Problem statement:
Locate each line below that includes "roads" and reproduce it.

Records to use:

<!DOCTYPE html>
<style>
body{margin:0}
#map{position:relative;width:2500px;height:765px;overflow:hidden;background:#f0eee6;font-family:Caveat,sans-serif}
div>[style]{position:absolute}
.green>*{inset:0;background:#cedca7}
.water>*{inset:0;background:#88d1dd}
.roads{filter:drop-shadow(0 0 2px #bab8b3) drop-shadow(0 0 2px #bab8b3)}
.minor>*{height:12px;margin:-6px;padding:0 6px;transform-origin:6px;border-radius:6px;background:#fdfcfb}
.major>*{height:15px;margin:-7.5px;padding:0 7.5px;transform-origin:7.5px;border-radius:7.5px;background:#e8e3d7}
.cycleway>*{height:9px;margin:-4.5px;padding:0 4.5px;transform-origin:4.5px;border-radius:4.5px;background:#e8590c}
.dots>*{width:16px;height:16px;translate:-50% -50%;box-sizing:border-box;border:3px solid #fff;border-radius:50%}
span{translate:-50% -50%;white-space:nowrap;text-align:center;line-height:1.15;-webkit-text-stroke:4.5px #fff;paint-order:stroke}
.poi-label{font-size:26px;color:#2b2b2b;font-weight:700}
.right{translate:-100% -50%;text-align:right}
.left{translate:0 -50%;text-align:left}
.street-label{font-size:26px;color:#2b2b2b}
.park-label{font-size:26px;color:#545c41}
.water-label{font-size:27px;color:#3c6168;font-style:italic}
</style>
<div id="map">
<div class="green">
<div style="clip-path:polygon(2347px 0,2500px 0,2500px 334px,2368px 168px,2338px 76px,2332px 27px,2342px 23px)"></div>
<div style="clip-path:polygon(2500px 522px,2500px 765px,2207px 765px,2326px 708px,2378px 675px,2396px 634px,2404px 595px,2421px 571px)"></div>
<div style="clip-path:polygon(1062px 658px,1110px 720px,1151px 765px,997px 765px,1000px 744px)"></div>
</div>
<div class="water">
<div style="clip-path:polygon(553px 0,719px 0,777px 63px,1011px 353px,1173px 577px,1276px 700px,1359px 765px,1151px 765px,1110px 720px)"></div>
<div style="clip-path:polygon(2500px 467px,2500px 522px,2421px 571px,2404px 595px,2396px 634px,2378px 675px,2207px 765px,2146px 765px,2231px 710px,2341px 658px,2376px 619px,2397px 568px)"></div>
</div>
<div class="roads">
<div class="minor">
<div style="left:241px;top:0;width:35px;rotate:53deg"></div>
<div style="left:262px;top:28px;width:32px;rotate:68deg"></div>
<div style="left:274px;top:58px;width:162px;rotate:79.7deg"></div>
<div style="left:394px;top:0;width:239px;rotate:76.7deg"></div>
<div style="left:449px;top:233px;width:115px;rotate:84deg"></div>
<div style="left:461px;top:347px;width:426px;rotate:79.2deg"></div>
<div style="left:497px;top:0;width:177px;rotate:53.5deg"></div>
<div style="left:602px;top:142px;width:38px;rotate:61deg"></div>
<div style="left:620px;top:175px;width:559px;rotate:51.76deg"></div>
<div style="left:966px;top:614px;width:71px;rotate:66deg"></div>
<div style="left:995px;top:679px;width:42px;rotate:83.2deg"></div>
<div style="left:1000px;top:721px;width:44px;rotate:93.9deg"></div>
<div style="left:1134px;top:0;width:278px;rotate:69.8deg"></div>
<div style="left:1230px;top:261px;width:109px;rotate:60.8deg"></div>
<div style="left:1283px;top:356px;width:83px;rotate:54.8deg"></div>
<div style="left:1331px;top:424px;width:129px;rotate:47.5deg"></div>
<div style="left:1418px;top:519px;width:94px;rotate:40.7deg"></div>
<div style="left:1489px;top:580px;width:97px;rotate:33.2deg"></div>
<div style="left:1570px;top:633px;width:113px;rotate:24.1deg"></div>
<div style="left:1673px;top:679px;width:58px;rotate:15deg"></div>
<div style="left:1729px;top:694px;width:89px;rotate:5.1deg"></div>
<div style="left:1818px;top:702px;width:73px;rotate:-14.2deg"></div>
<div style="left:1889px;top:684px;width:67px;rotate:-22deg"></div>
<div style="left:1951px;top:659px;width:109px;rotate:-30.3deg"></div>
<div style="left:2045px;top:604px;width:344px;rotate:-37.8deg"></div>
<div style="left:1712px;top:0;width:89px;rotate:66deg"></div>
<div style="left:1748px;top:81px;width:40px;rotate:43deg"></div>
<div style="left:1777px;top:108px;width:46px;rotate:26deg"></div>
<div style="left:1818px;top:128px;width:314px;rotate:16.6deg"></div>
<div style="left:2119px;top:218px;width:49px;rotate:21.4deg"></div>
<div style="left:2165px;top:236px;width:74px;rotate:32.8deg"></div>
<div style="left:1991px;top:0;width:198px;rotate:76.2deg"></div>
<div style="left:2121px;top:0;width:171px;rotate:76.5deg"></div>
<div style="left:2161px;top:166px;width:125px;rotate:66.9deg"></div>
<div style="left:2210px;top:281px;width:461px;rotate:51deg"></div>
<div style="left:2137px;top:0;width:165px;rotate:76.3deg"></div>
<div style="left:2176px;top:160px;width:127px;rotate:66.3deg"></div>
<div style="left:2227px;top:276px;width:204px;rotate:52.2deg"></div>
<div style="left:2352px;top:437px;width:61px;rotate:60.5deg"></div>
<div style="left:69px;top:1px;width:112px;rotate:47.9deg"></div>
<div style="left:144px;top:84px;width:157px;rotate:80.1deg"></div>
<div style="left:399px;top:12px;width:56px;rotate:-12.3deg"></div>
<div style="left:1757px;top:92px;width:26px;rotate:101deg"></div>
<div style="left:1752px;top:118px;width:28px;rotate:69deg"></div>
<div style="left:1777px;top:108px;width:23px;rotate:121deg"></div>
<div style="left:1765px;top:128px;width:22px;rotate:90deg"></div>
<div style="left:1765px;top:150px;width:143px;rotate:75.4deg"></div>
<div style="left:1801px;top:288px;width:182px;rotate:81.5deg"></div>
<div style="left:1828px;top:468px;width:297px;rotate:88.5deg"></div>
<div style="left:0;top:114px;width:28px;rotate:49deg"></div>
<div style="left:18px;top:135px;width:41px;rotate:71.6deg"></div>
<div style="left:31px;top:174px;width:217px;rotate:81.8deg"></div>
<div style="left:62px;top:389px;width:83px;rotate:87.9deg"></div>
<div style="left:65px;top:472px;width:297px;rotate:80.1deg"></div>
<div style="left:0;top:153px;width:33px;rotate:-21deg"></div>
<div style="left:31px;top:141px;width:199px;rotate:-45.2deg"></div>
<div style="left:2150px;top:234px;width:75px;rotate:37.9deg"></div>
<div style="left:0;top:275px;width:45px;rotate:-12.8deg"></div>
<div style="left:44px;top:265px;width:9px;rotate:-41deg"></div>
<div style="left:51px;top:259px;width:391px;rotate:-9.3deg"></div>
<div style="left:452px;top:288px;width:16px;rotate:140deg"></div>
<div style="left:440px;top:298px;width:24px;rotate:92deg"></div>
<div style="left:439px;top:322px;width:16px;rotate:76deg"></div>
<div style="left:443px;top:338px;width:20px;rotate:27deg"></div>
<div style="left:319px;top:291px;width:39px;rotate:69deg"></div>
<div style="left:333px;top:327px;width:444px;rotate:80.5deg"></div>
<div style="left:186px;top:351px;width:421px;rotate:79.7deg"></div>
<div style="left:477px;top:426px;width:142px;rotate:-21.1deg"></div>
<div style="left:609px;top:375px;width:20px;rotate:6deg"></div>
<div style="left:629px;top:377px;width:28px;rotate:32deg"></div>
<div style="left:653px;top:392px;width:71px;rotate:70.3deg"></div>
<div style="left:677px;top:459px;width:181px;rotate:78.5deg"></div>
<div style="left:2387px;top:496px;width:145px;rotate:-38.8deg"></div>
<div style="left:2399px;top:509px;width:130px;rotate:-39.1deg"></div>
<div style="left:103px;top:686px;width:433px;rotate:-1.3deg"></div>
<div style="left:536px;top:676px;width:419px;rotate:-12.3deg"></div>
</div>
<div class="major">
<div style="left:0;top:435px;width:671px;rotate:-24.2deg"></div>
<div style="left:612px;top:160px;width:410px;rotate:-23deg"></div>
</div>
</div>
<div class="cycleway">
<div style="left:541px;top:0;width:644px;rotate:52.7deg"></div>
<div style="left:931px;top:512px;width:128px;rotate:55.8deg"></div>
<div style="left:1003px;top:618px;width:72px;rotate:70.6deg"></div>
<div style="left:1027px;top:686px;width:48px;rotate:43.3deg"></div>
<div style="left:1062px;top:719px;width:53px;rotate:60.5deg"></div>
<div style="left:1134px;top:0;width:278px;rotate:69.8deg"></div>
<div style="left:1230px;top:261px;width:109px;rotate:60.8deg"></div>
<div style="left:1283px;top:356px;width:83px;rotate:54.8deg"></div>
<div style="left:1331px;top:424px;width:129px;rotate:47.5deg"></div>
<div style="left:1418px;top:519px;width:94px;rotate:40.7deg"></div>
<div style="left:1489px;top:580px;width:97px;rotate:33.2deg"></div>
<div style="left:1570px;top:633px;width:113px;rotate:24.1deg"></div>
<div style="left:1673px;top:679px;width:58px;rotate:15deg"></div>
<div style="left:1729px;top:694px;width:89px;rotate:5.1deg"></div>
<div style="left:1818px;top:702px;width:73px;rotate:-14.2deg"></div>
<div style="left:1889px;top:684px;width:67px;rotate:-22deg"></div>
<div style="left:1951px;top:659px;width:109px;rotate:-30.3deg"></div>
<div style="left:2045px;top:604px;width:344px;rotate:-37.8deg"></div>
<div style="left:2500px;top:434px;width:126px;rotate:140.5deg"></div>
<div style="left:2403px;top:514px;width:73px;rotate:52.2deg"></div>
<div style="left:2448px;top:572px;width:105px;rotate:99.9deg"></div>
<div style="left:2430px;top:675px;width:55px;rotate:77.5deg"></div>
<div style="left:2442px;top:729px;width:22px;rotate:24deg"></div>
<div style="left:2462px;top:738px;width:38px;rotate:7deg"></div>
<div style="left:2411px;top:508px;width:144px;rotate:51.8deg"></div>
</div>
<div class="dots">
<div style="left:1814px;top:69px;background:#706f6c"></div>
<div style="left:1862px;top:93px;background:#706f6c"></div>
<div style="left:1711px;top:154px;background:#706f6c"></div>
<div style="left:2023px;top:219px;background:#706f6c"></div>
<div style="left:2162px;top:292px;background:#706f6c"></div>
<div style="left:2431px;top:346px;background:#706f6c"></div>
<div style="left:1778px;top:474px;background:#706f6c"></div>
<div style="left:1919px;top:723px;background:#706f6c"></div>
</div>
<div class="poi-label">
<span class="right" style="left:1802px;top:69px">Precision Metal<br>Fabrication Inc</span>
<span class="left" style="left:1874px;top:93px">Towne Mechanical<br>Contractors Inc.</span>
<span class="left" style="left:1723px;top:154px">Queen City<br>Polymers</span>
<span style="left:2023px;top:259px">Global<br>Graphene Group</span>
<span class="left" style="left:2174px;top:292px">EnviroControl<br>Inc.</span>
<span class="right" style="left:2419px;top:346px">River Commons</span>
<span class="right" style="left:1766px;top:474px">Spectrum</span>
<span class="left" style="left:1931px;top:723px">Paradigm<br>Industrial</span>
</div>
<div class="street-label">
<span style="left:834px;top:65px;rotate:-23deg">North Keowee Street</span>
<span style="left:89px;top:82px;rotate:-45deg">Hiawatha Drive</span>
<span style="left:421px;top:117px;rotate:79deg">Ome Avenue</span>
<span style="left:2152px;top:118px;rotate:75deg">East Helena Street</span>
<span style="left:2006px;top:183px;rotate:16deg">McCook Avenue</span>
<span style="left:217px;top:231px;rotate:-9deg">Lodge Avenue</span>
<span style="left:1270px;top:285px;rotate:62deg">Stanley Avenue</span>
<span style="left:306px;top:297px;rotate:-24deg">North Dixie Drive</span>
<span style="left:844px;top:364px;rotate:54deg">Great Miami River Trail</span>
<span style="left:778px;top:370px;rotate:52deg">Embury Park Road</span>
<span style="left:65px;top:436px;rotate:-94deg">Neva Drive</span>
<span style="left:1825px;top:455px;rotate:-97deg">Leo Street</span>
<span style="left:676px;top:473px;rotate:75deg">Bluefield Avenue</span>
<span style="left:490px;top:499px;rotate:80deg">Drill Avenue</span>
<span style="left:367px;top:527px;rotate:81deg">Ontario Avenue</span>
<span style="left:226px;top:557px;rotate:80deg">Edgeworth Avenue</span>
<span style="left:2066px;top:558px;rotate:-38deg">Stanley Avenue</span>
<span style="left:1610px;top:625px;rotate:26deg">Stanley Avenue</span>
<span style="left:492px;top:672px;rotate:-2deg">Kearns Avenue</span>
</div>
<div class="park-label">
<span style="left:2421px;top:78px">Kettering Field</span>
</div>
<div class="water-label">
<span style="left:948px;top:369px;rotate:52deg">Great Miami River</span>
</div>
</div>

Answer to this task:
.roads{filter:drop-shadow(0 0 2px #bab8b3) drop-shadow(0 0 2px #bab8b3)}
<div class="roads">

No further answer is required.